Песнь маленького сверчка


каждый день на нашем крыльце умирает сверчок,

тысячи муравьев собираются на последний пир,

каждое утро солнце выбирает восток,

а потом уже – весь оставшийся мир.

каждый день я встаю поприветствовать первый луч,

но смотрю при этом на север или на юг,

все равно по утрам не разглядеть из-за туч

не то что солнца – даже своих рук.

каждое утро псы пытаются выгрызть блох,

чешут, скребут, кусают, гоняются за хвостом.

других городах и странах я узнала,

что мир бывает неплох,

но сейчас я рассказываю не о том.

каждое утро океан набрасывается на песок,

каждый день мы боремся, чтоб не сойти с ума.
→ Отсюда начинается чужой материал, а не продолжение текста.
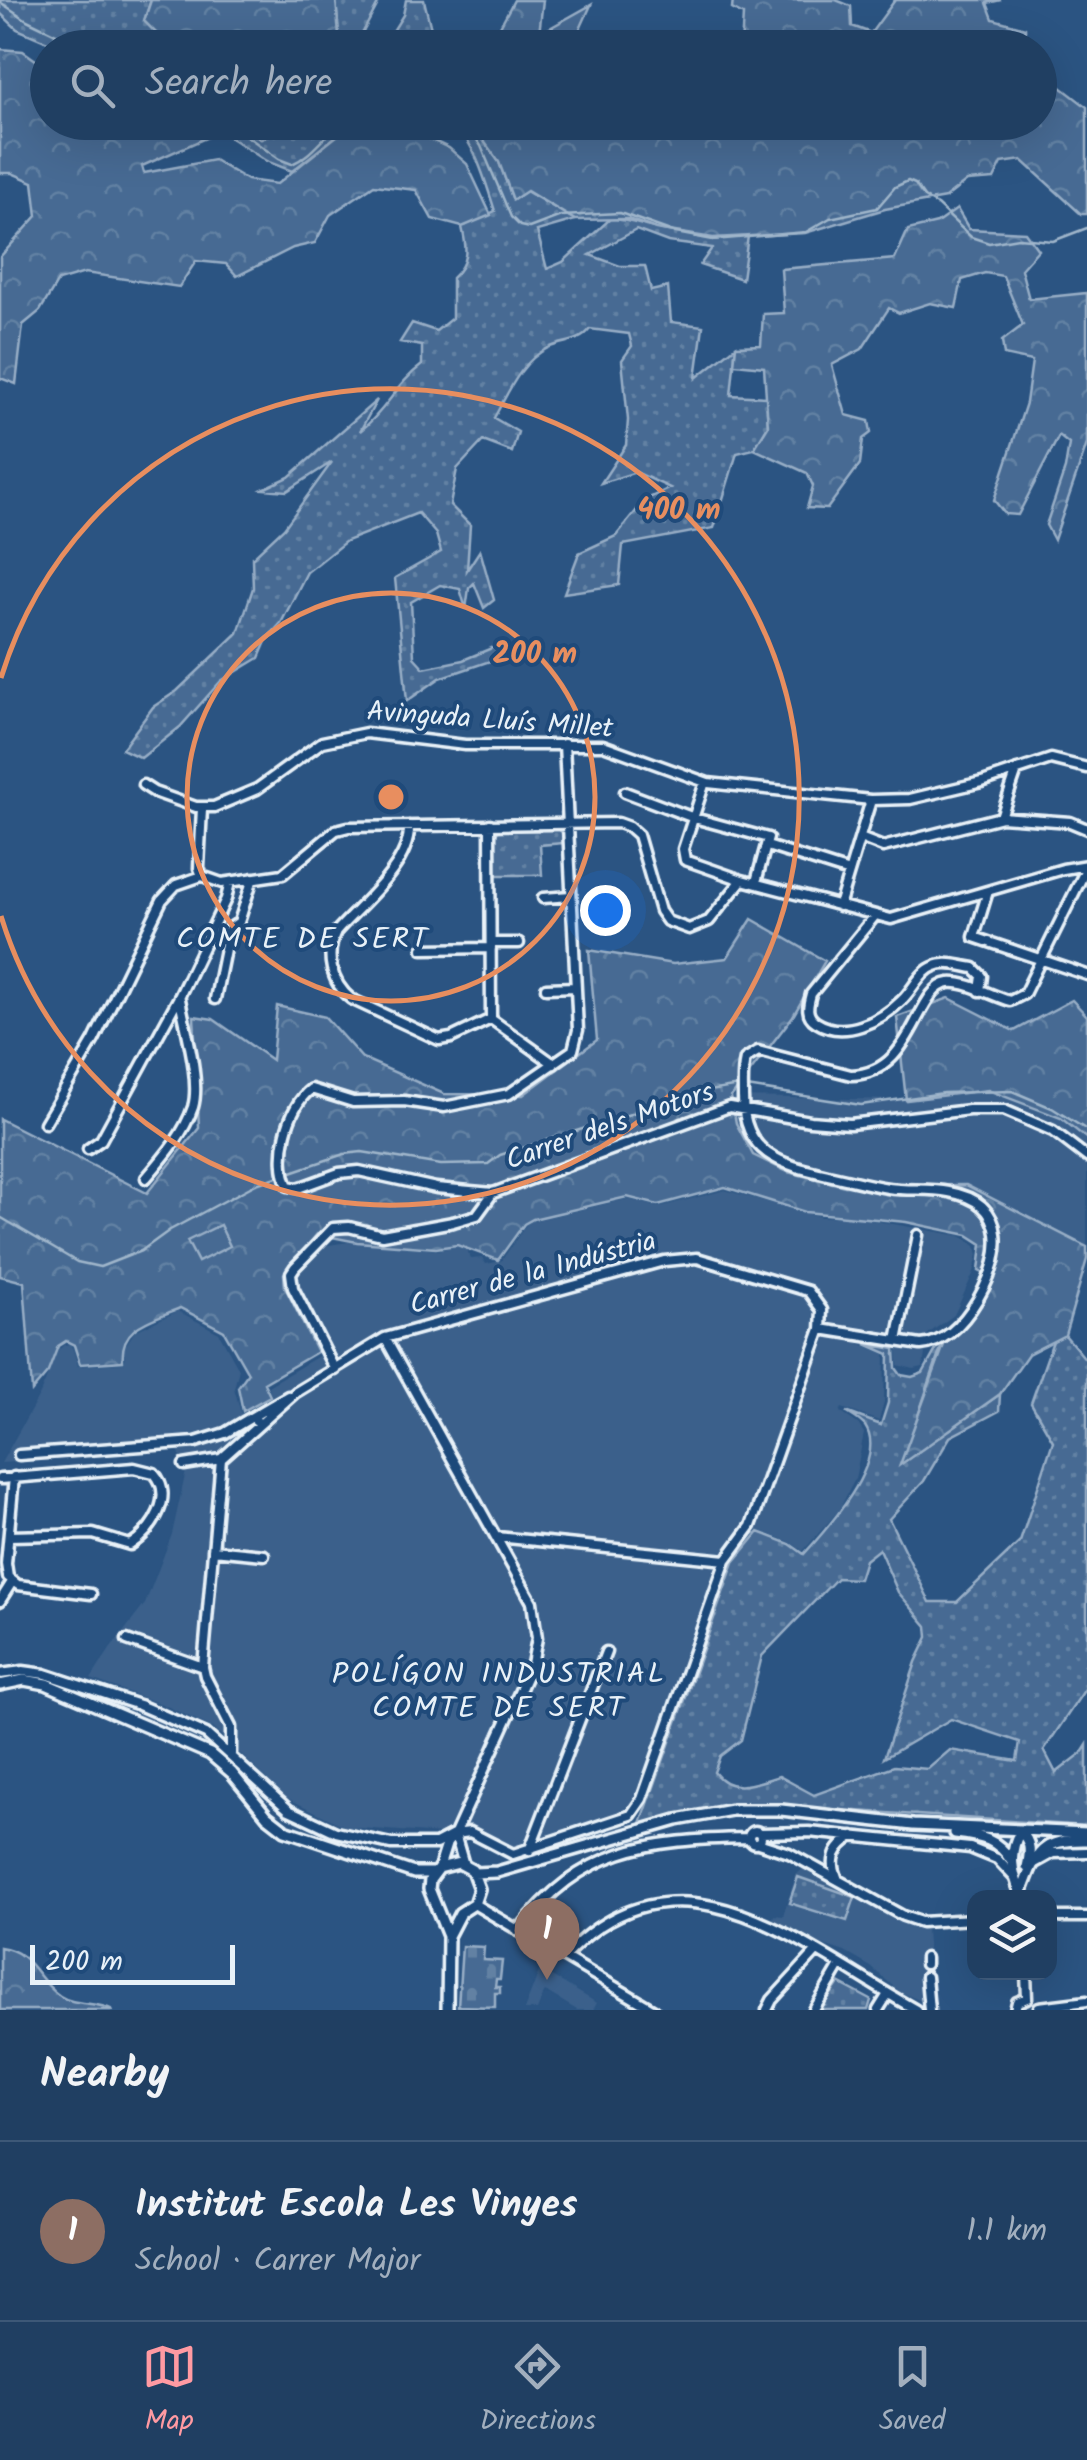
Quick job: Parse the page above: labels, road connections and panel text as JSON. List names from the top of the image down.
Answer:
{
  "streets": {
    "street": ["Avinguda Lluís Millet", "Carrer dels Motors", "Carrer de la Indústria"]
  },
  "districts": ["COMTE DE SERT", "POLÍGON INDUSTRIAL COMTE DE SERT"],
  "scale_bar": "200 m",
  "page": {
    "search": "Search here",
    "pins": "1",
    "scale": "200 m",
    "heading": "Nearby",
    "list": [
      {
        "mark": "1",
        "name": "Institut Escola Les Vinyes",
        "note": "School · Carrer Major",
        "value": "1.1 km"
      }
    ],
    "nav": ["Map", "Directions", "Saved"]
  },
  "rings": ["400 m", "200 m"]
}
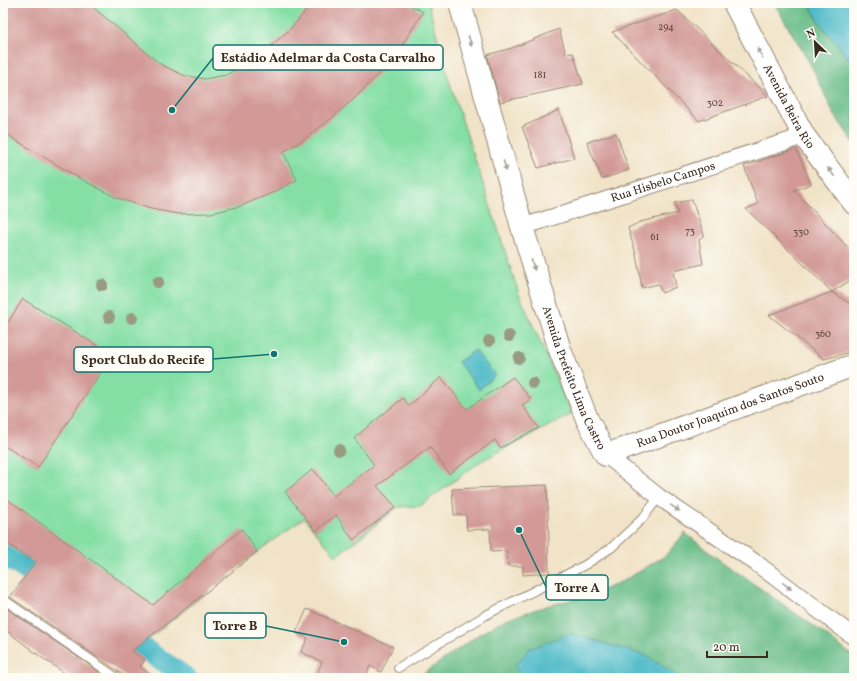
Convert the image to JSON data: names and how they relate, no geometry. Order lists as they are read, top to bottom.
{
  "streets": {
    "street": [
      "Avenida Beira Rio",
      "Rua Hisbelo Campos",
      "Avenida Prefeito Lima Castro",
      "Rua Doutor Joaquim dos Santos Souto"
    ]
  },
  "crossings": [
    ["Avenida Beira Rio", "Rua Hisbelo Campos"],
    ["Rua Hisbelo Campos", "Avenida Prefeito Lima Castro"],
    ["Avenida Prefeito Lima Castro", "Rua Doutor Joaquim dos Santos Souto"]
  ],
  "one_way": ["Avenida Beira Rio", "Avenida Prefeito Lima Castro"],
  "places": [
    "Estádio Adelmar da Costa Carvalho",
    "Sport Club do Recife",
    "Torre A",
    "Torre B"
  ],
  "house_numbers": [
    "294",
    "181",
    "302",
    "73",
    "330",
    "61",
    "360"
  ],
  "scale_bar": "20 m",
  "north": "top left"
}
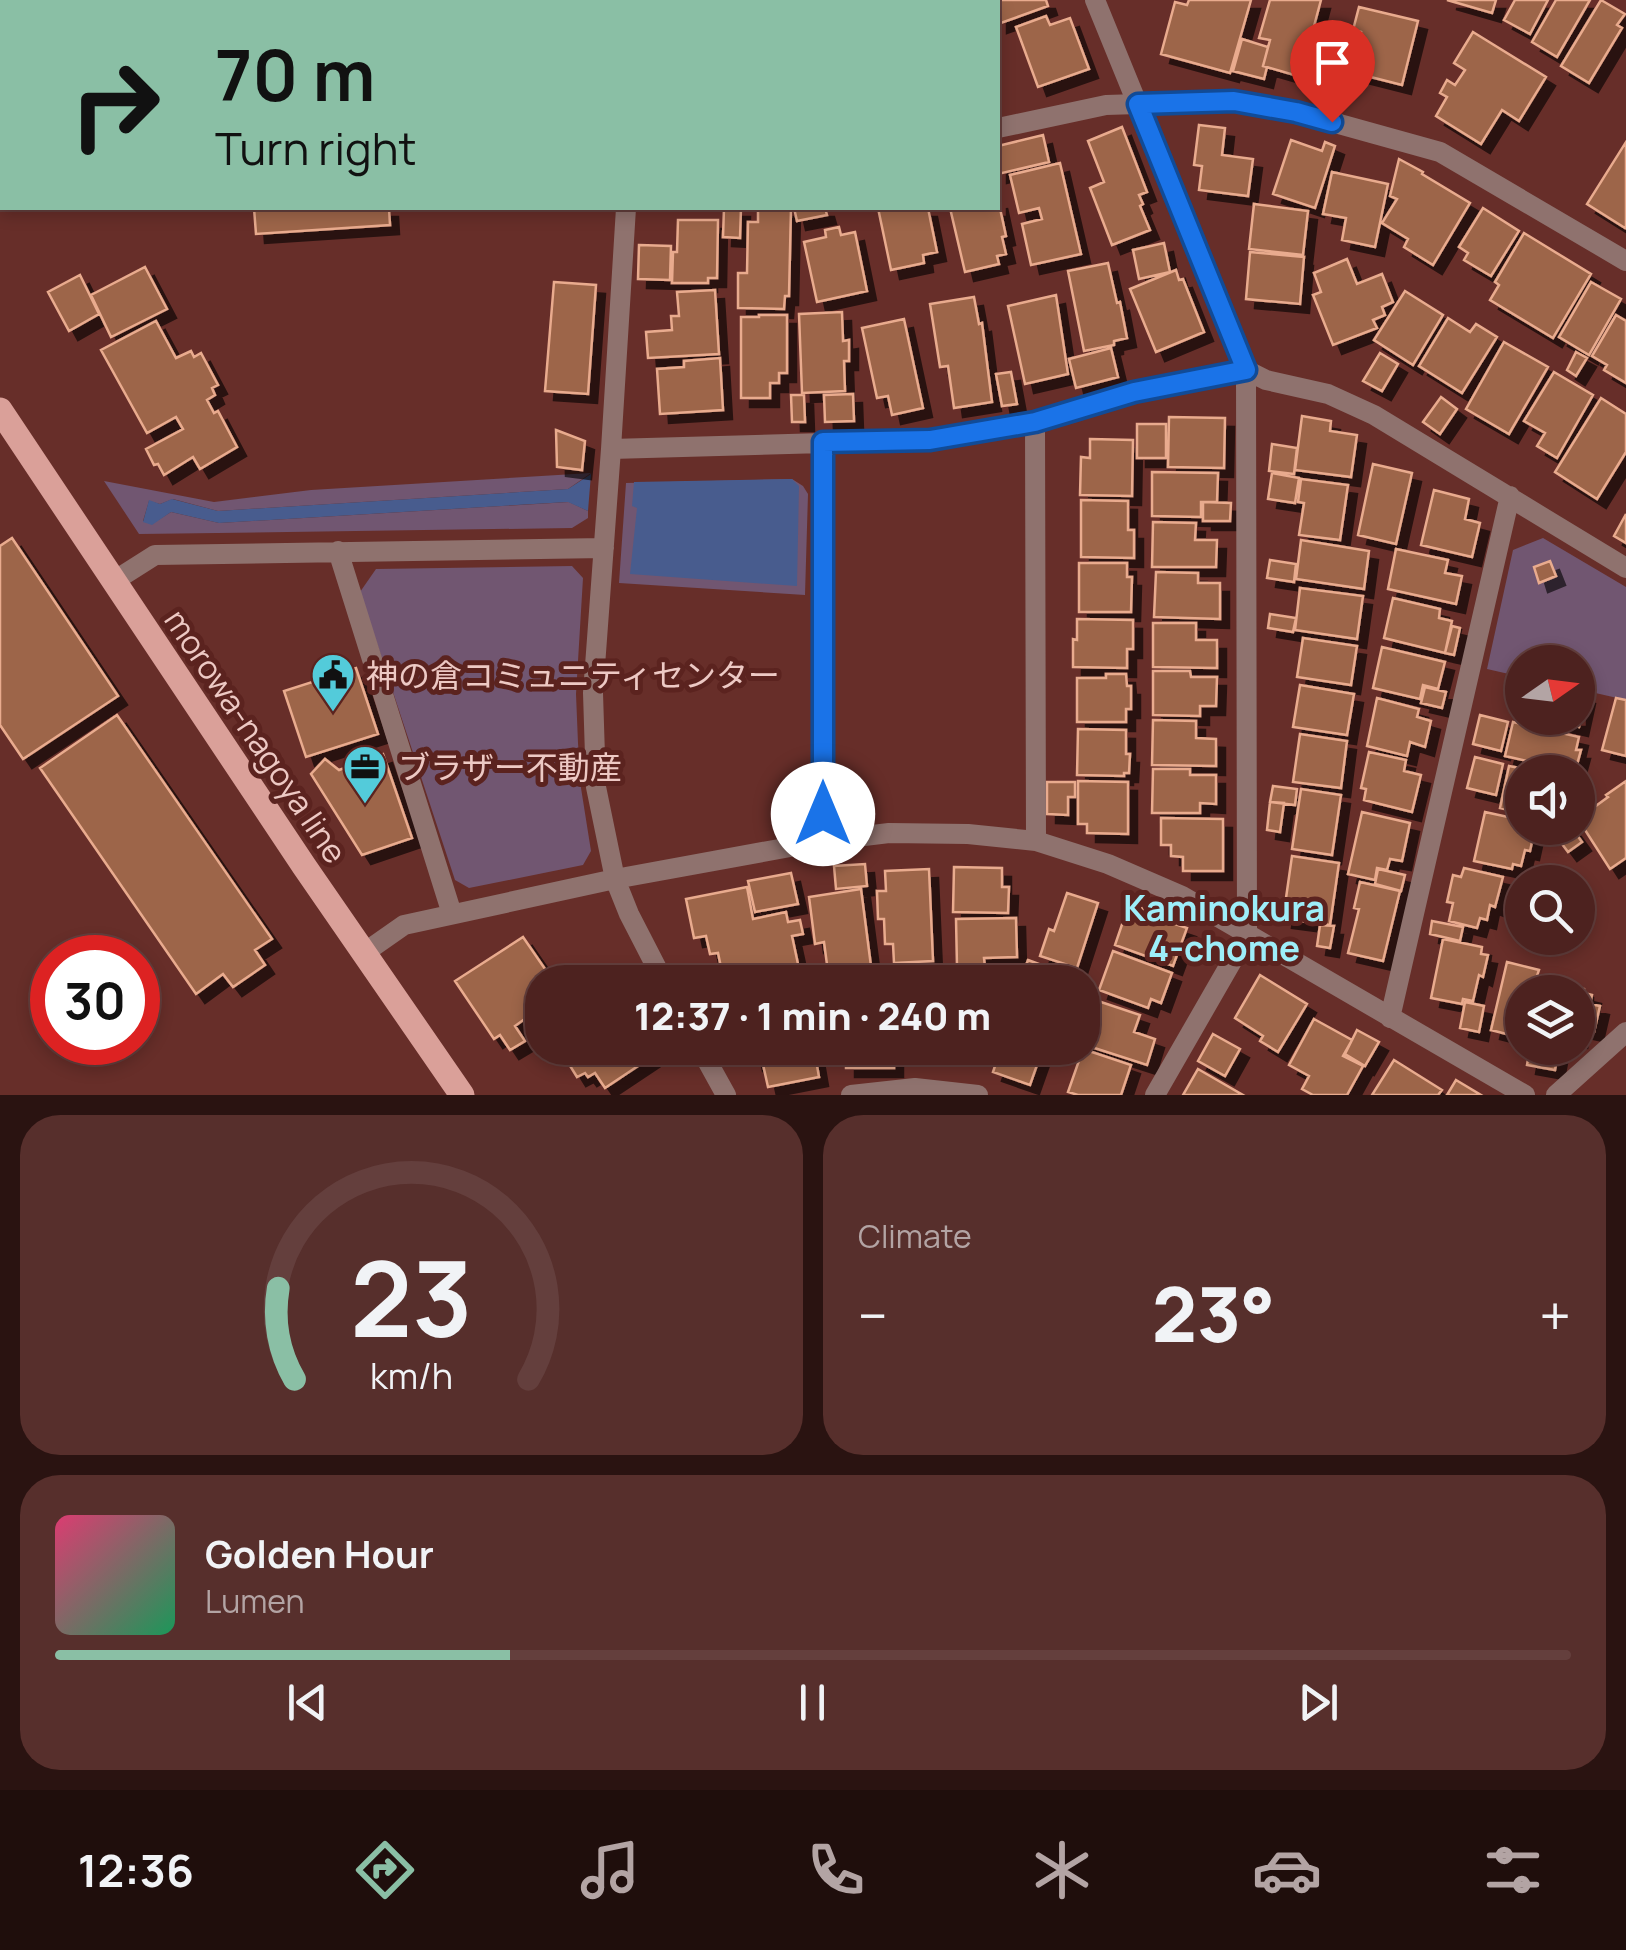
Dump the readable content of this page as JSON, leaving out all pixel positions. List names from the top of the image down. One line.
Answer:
{"streets":{"main road":["morowa-nagoya line"]},"districts":["Kaminokura 4-chome"],"places":{"public building":["神の倉コミュニティセンター"],"office":["ブラザー不動産"]},"north":"right","page":{"turn":["70 m","Turn right"],"limit":"30","trip":"12:37 · 1 min · 240 m","tile":"Climate","heat":["−","23°","+"],"song":["Golden Hour","Lumen"],"tabs":"12:36","gauge":["23","km/h"]}}
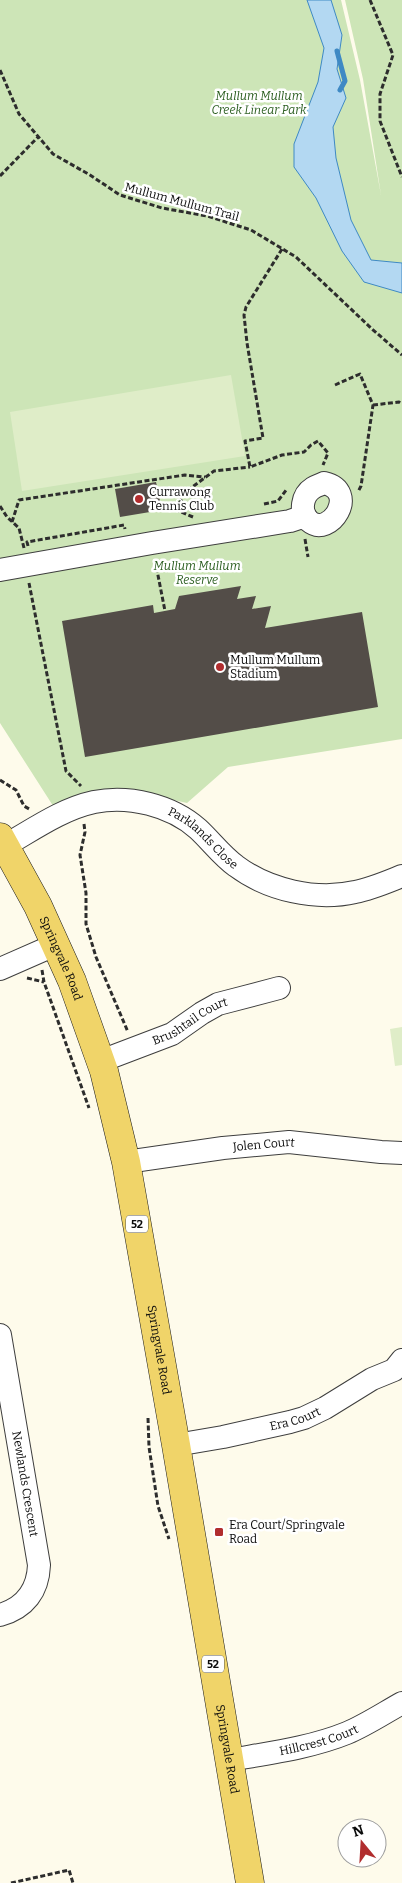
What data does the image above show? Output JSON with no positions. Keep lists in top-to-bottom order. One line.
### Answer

каждый день на крыльце умирает один сверчок,

и мне кажется, что этот сверчок – я сама.




Что нужно для счастья?


улицы, отчего-то линиями названные,

вымощенные тротуарами,

сталкиваются заперво слишком разными,

расходятся чаще парами,

соединяя метро с парадными,

сталкивают влюблённых поребриками и лбами,

делаются к ночи такими нарядными,

освещённые фонарями,

оглушённые музыкой улиц,

выплескивают страсть свою стаями неформалов,

разлистываются тысячами страниц,

на которых вечно написано слишком мало,

обрызганные любовями да объятьями,

замазганные словами, стихами, свободами.

расцвеченные разноцветными платьями,

раздушенные духами и туалетными водами,

расходятся, сталкиваясь между большим и малым,

где-то между одиннадцатой и четвёртой,

несутся трамваем, утренним, запоздалым,

бьются растревоженною аортой,

к ЛЭНЭКСПО, к порту, к чайкам, заливу Финскому,

чтоб поделиться с морем глупыми новостями,

о том, что стали излишне близкими

с теми, кого вначале видели лишь гостями.

и что теперь и дня не могут помыслить

не встретившись на стрелке или Кадетской,

проходят годы, а чувства, как прежде, чисты,

свежи и искренни, и немного детски

для такого взрослого, трехсотлетнего, горделивого,

видавшего виды, прошедшего через кольца ада.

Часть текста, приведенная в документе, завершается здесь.